* [Extracted data entries]
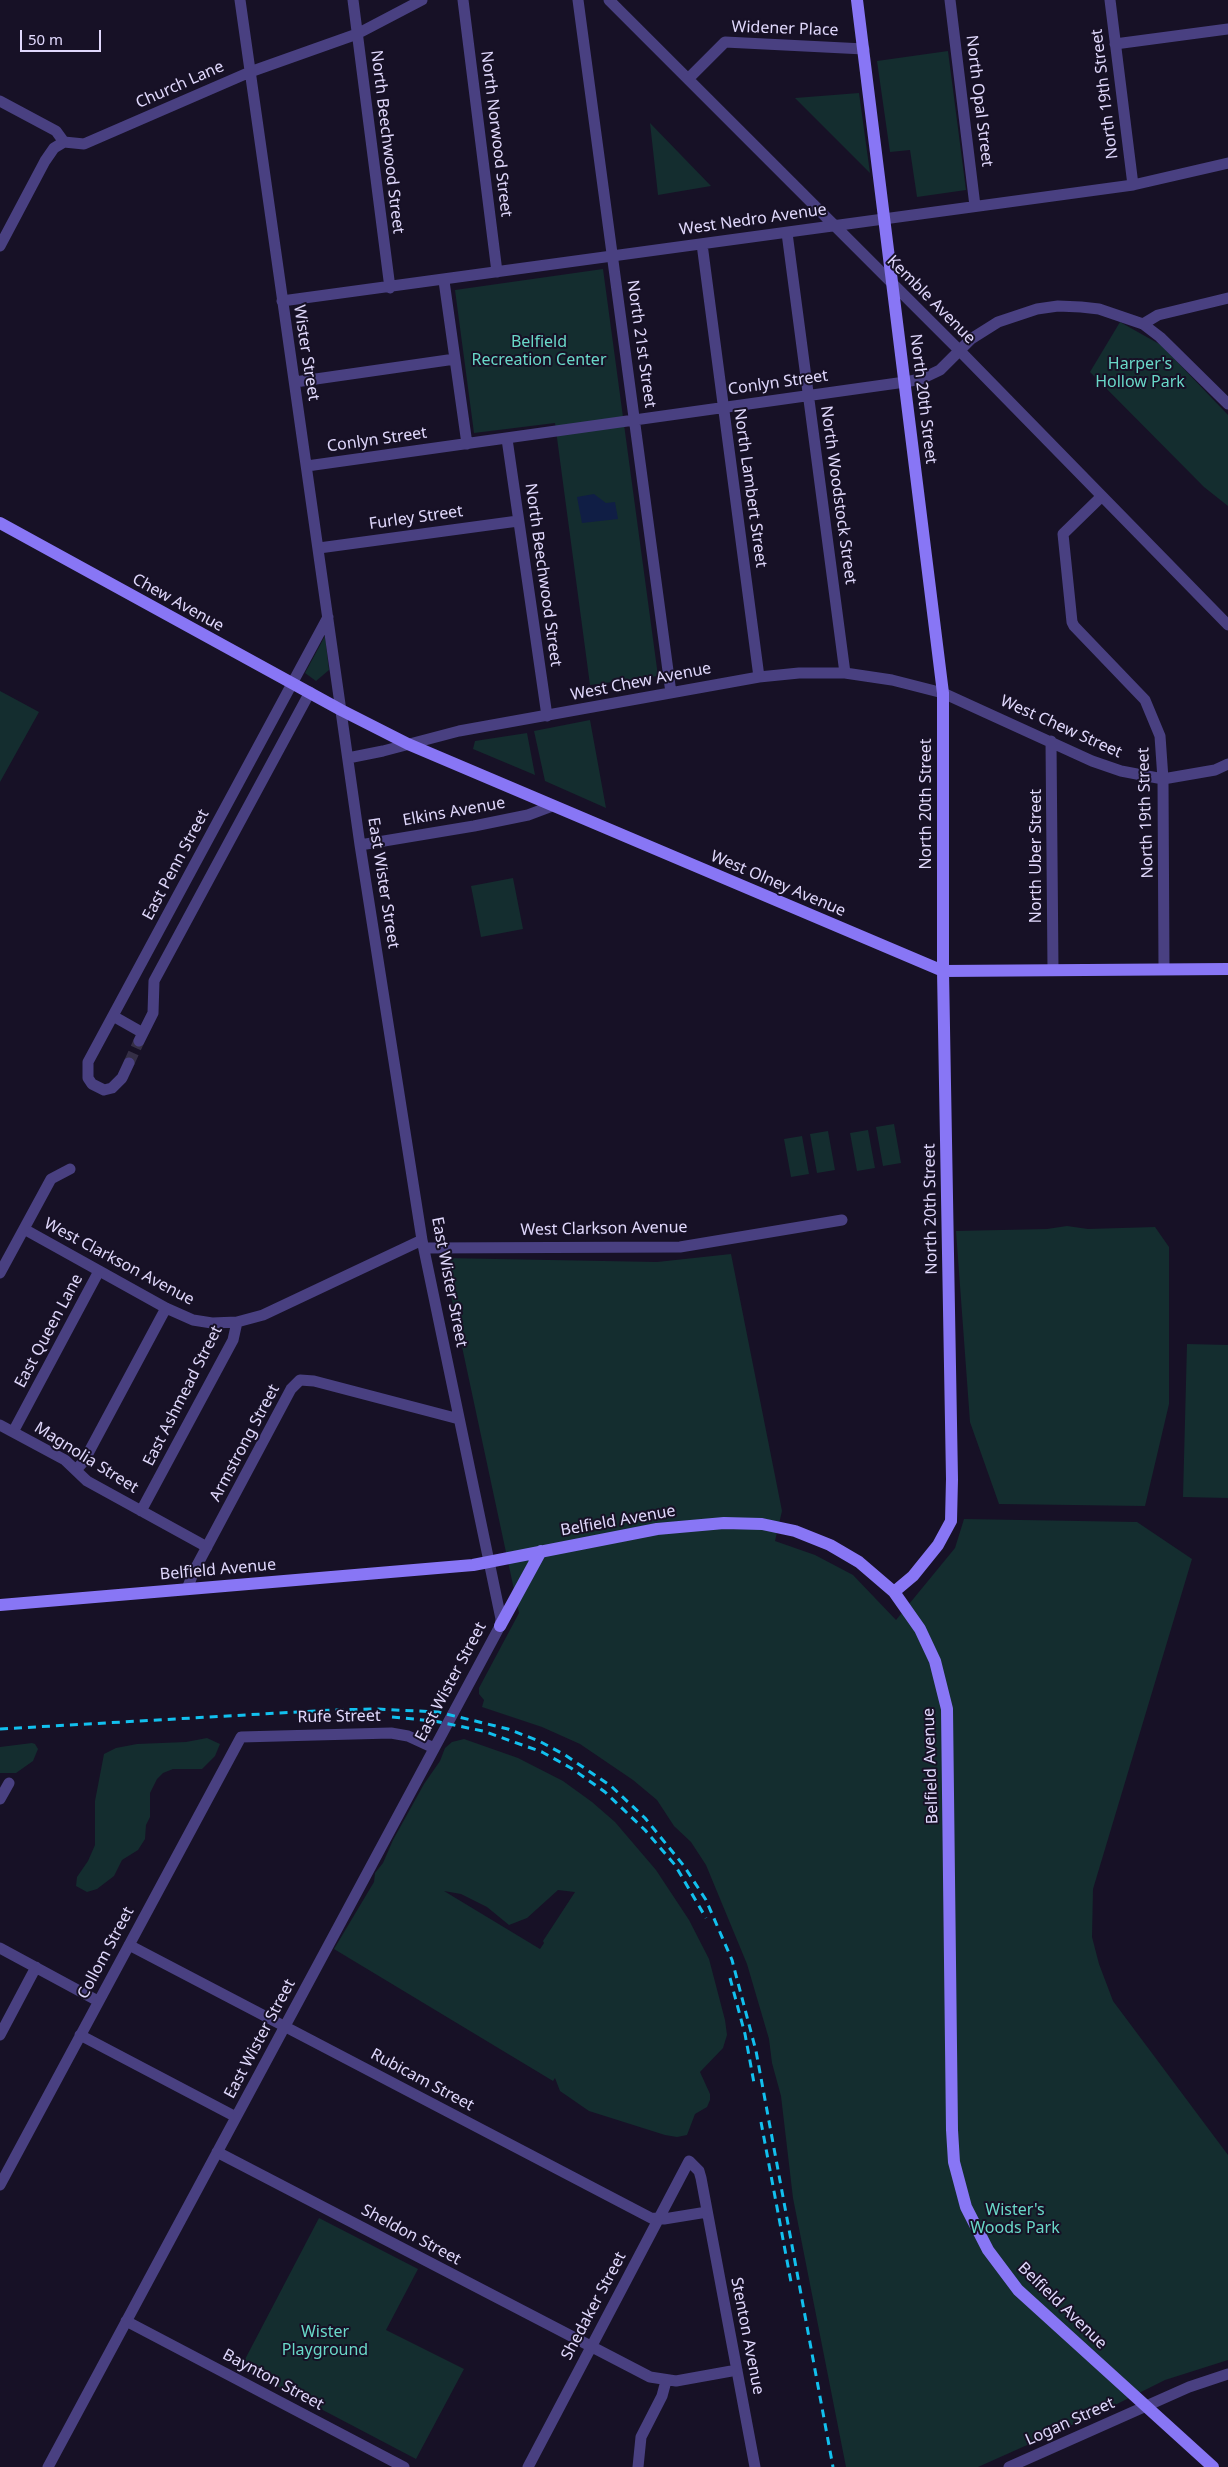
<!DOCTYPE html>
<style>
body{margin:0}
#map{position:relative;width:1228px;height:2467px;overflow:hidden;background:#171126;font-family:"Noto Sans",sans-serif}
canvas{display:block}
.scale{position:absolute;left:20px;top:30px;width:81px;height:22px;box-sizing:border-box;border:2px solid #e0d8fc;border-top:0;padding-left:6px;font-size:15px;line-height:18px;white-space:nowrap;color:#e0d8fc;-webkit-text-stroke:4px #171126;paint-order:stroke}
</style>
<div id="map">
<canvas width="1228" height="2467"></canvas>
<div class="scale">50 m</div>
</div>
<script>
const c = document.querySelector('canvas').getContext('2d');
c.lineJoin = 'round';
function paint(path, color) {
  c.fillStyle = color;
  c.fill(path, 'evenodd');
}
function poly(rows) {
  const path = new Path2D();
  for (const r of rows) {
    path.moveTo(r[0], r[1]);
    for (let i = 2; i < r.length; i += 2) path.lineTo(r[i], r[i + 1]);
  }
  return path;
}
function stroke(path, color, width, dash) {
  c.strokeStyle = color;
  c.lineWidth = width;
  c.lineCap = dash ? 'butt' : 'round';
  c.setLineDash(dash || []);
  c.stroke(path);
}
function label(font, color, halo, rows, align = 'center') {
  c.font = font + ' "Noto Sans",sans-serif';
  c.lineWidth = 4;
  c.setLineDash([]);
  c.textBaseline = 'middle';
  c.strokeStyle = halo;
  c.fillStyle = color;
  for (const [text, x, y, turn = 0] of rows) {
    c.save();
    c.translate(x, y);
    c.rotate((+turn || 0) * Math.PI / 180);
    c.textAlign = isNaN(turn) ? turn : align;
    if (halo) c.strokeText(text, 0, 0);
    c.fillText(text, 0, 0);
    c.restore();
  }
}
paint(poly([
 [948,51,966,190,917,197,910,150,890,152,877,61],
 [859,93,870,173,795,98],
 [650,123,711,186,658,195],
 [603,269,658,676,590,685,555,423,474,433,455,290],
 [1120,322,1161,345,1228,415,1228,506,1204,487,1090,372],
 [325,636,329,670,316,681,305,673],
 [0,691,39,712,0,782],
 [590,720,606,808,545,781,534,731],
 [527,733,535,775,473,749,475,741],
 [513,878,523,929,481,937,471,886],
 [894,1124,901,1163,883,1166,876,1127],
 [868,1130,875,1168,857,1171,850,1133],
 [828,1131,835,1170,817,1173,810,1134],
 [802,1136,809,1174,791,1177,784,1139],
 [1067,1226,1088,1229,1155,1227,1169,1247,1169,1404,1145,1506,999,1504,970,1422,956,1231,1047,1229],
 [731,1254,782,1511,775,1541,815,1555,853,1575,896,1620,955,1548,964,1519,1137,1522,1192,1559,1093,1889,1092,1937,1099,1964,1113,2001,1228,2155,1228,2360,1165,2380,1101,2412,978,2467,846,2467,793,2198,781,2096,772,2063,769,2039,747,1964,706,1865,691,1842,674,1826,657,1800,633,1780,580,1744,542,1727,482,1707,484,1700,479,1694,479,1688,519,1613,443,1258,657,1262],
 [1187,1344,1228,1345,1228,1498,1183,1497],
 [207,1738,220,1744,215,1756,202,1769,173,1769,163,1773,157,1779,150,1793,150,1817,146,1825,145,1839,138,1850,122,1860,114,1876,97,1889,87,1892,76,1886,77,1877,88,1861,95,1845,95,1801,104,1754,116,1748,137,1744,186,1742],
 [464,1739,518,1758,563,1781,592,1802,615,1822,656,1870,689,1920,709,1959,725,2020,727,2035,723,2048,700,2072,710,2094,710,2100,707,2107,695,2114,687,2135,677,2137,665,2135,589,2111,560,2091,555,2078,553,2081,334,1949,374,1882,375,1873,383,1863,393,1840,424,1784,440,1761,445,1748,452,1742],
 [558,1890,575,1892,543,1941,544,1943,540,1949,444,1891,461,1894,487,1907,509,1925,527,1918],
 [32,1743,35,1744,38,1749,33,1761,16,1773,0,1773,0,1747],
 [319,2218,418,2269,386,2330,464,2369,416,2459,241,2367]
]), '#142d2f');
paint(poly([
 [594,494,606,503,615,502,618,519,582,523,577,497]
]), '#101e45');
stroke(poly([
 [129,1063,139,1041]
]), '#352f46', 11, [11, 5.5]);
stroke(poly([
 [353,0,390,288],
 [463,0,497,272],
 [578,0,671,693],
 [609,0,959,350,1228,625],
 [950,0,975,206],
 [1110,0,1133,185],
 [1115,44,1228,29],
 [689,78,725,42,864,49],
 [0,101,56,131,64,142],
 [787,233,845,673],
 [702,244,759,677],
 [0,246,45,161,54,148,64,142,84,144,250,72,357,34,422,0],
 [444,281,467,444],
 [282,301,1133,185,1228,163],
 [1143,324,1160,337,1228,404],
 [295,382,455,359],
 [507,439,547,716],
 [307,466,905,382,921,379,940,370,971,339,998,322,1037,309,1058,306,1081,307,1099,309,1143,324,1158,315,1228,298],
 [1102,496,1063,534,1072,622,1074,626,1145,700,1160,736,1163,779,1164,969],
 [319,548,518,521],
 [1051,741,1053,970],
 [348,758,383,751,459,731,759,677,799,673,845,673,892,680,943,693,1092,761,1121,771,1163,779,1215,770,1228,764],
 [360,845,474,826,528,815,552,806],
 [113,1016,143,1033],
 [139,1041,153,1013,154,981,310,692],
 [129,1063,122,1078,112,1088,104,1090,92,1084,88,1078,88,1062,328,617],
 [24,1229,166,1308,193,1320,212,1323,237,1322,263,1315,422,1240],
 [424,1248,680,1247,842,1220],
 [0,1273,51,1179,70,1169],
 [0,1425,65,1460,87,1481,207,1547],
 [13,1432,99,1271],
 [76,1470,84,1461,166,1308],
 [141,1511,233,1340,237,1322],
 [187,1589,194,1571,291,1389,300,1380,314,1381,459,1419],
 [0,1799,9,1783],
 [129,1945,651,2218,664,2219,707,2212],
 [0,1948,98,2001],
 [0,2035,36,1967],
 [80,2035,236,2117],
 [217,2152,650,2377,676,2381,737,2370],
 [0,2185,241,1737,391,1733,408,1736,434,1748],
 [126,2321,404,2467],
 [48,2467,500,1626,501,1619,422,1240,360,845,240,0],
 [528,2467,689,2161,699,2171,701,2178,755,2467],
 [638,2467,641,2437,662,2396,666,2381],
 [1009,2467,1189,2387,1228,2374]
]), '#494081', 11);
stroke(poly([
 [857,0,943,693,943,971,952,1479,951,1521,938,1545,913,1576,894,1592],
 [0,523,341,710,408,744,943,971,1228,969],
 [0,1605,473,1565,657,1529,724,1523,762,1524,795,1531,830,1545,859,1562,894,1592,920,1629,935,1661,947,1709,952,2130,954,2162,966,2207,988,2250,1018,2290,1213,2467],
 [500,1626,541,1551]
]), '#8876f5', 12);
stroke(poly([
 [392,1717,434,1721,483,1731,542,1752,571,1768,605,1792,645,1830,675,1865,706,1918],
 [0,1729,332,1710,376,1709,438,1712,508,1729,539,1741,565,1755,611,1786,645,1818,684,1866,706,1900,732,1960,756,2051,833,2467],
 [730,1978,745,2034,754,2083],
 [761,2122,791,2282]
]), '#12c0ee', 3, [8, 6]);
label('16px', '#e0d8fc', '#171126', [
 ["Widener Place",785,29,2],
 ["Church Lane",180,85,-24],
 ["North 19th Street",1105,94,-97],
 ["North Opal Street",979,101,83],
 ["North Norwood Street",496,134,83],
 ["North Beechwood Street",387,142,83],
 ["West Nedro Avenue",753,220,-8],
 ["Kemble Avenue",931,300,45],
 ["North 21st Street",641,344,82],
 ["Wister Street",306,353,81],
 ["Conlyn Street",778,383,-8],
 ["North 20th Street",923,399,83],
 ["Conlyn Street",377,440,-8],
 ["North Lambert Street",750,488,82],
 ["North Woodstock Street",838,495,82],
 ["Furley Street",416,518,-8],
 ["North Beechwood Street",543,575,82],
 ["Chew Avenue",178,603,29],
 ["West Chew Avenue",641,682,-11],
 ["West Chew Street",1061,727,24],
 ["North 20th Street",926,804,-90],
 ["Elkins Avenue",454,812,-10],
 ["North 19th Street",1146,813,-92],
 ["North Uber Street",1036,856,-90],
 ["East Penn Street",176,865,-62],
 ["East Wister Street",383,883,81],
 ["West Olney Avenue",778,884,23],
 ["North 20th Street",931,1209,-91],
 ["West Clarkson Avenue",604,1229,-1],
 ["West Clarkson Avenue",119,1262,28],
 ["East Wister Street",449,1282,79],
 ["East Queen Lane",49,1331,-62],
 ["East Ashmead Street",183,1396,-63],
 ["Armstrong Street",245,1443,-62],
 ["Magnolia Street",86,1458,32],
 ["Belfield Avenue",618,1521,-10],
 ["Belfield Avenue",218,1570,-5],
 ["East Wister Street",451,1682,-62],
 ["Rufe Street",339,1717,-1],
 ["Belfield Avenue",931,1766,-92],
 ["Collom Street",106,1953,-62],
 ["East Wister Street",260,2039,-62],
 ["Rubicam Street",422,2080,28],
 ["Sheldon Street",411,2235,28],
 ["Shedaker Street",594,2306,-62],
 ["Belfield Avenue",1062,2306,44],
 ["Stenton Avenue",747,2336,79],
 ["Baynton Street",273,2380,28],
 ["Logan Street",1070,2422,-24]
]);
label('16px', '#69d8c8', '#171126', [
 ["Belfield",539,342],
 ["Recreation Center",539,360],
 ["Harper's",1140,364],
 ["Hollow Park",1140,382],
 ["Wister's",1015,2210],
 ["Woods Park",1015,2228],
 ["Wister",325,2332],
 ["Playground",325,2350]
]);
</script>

* [Directions for this task]
Search the data for "path". Copy every line that has it.

* [Answer box]
function paint(path, color) {
  c.fill(path, 'evenodd');
  const path = new Path2D();
    path.moveTo(r[0], r[1]);
    for (let i = 2; i < r.length; i += 2) path.lineTo(r[i], r[i + 1]);
  return path;
function stroke(path, color, width, dash) {
  c.stroke(path);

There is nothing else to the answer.